### Work task:
The lines to print are the one containing "Quick job: Describe" and every line after it through the end of the entries below. Print them exactly and nothing else.
*** Opening of Supplied records ***
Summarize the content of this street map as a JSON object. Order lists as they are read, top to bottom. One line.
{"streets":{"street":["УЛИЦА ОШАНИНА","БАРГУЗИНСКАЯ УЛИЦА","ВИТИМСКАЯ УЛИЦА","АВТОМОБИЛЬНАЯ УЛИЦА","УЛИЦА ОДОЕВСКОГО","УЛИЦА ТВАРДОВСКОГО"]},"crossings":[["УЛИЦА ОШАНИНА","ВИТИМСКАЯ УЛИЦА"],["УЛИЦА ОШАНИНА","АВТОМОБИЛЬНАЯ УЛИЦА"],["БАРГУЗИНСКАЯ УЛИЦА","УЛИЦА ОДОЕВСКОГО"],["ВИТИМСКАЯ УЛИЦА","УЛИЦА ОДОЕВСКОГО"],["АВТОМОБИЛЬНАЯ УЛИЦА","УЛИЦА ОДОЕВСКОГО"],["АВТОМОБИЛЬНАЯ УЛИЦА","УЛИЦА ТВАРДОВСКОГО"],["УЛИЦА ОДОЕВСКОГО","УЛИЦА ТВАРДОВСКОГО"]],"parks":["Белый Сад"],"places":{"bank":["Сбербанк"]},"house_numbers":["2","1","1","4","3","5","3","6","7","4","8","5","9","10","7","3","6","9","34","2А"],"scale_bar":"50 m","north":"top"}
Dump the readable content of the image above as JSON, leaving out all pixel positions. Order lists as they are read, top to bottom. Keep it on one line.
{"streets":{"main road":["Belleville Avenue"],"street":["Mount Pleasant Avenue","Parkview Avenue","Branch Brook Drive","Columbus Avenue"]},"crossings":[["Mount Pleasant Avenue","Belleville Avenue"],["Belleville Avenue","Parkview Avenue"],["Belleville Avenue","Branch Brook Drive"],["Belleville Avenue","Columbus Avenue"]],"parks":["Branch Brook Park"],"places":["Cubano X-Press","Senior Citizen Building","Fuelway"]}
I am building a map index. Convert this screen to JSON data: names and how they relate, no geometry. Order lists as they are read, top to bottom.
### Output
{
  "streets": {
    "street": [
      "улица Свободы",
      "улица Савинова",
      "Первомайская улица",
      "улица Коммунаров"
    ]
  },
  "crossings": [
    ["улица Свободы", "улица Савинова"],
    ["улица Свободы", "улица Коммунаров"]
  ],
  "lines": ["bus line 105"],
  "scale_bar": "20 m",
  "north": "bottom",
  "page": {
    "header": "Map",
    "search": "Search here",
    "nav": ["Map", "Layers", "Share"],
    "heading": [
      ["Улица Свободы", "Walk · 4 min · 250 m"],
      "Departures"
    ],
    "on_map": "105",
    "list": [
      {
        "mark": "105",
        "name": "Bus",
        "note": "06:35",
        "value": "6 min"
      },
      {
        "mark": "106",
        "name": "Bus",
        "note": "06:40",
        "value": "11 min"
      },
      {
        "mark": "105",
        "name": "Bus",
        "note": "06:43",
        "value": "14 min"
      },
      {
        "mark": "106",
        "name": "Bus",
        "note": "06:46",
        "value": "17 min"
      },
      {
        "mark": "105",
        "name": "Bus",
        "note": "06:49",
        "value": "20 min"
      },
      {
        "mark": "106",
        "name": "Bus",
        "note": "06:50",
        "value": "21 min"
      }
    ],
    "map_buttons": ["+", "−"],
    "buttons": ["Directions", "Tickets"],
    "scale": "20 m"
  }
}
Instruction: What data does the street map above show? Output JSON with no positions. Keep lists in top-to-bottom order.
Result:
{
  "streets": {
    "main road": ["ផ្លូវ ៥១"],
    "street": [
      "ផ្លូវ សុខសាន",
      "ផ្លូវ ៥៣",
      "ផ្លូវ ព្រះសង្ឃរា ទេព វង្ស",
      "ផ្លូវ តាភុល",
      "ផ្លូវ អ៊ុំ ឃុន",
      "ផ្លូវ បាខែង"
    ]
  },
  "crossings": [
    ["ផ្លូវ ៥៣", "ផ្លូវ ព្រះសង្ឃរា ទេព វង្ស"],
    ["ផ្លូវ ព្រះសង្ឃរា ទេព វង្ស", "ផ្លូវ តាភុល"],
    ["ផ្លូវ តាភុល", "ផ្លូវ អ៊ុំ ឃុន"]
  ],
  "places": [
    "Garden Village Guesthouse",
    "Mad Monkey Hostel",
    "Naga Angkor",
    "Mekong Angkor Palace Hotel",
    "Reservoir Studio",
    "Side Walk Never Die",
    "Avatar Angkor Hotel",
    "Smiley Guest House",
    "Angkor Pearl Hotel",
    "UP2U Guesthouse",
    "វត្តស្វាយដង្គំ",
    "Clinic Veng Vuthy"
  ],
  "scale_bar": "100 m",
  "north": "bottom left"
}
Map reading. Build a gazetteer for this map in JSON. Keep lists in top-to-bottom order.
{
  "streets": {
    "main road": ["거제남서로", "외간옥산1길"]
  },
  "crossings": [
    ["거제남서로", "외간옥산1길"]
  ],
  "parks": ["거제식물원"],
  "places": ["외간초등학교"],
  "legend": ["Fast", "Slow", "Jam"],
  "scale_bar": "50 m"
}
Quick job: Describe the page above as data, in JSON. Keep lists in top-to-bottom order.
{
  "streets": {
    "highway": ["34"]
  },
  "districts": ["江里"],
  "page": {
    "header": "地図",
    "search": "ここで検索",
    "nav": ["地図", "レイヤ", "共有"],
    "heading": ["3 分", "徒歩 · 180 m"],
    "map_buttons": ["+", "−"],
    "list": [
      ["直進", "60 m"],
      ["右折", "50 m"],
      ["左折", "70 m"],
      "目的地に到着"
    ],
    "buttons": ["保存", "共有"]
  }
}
*** Close of Supplied records ***
### Output:
Quick job: Describe the page above as data, in JSON. Keep lists in top-to-bottom order.
{
  "streets": {
    "highway": ["34"]
  },
  "districts": ["江里"],
  "page": {
    "header": "地図",
    "search": "ここで検索",
    "nav": ["地図", "レイヤ", "共有"],
    "heading": ["3 分", "徒歩 · 180 m"],
    "map_buttons": ["+", "−"],
    "list": [
      ["直進", "60 m"],
      ["右折", "50 m"],
      ["左折", "70 m"],
      "目的地に到着"
    ],
    "buttons": ["保存", "共有"]
  }
}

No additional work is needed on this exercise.